This month (July 2015) marks the twentieth anniversary of the week-long 1995 Chicago heat wave that killed over 700 people. Unlike other types of natural disasters, like hurricanes, earthquakes, and blizzards, heat waves are silent killers--their destruction is wreaked in private homes rather than in public. Paradoxically, despite the fact that heat waves are often far more deadly than these others kinds of natural disasters, the threats they pose receive very little media and popular attention.
The news we do hear about heat waves is that they are most risky to the very young and very old.
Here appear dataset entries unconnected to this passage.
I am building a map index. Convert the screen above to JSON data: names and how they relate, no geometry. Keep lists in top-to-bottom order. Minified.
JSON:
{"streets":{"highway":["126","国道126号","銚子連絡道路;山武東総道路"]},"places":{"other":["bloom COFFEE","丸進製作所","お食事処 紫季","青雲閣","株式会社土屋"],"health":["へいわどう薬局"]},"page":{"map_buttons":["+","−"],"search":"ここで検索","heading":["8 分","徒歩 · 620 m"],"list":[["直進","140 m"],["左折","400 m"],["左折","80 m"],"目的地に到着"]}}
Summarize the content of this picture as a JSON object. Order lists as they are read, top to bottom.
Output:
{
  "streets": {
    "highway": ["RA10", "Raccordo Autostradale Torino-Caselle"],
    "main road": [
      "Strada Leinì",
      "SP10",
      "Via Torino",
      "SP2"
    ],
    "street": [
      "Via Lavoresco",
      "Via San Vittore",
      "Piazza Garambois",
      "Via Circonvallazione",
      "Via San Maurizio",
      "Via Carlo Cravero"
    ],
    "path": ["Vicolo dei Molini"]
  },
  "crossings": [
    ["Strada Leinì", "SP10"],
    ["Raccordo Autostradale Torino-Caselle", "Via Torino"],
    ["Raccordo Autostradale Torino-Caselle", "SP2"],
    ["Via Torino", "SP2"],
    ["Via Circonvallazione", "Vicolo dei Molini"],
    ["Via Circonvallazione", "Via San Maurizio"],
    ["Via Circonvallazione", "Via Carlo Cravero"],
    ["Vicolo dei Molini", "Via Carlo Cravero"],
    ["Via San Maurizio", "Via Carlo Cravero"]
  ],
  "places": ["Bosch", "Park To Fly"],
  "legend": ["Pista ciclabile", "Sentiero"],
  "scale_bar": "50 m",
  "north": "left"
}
Helpfully, the US Centers for Disease Control and Prevention points out that those who live alone, do not leave home on a daily basis, lack access to transportation, are ill or bedridden, socially isolated, and lack air conditioning are most at risk of perishing during a heat wave.
But following Chicago's deadly heat wave in 1995, sociologist Eric Klinenberg found that there were other important and overlooked factors that strongly influenced who survived and who died during this crisis. In his 2002 book Heat Wave: A Social Autopsy of Disaster in Chicago, Klinenberg shows that physical and social isolation of the mostly elderly population who died was a huge contributing factor, but so too was the economic and political neglect of the city's poor neighborhoods where most of the deaths occurred.
An urban sociologist, Klinenberg spent a few years conducting field work and interviews in Chicago following the heat wave, and conducted archival research to investigate why so many deaths occurred, who died, and what factors contributed to their deaths. He found a significant racial disparity in the deaths that was linked to the social geography of the city. Elderly Black residents were 1.5 time more likely to die than elderly whites, and though they make up 25 percent of the city's populations, Latinos represented just 2 percent of the total deaths attributed to the heat wave.
Responding to this racial disparity in the aftermath of the crisis, city officials and many media outlets speculated (based on racial stereotypes) that this happened because Latinos have large and tight-knit families that served to protect their elderly. But Klinenberg was able to disprove this as a significant difference between Blacks and Latinos using demographic and survey data, and found instead that it was the social and economic health of neighborhoods that shaped that outcome.
Klinenberg illustrates this clearly with a comparison between two demographically very similar areas, North Lawndale and South Lawndale, that also have a few important differences. North is primarily Black and neglected by city investment and services. It has many vacant lots and buildings, very few businesses, a lot of violent crime, and very little street life. South Lawndale is primarily Latino, and though it has similar levels of poor and impoverished as does North, it has a thriving local business economy and a vibrant street life.
Klinenberg found through conducting research in these neighborhoods that it was the character of their everyday life that shaped these disparate outcomes in levels of mortality. In North Lawndale, elderly Black residents are too afraid to leave their homes to seek help in dealing with the heat, and have virtually no options of anywhere else to go in their neighborhood if they did leave. However in South Lawndale elderly residents are comfortable leaving their homes due to the character of the neighborhood, so during the heat wave they were able to leave their hot apartments and seek refuge in air conditioned businesses and senior centers.
Ultimately, Klinenberg concludes that while the heat wave was a natural weather phenomenon, the exceptional death toll was a social phenomenon resulting from the political and economic management of urban areas. In a 2002 interview, Klinenberg remarked,
The death toll was the result of distinct dangers in Chicago's social environment: an increased population of isolated seniors who live and die alone; the culture of fear that makes city dwellers reluctant to trust their neighbors or, sometimes, even leave their houses; the abandonment of neighborhoods by businesses, service providers, and most residents, leaving only the most precarious behind; and the isolation and insecurity of single room occupancy dwellings and other last-ditch low-income housing.
What the heat wave revealed were "the hazardous social conditions that are always present but difficult to perceive."
So who is most at risk of dying in a heat wave this summer? Those who are elderly and socially isolated, yes, but especially those who live in the neglected and forgotten neighborhoods that suffer the brunt of unjust economic inequality and the consequences of systemic racism.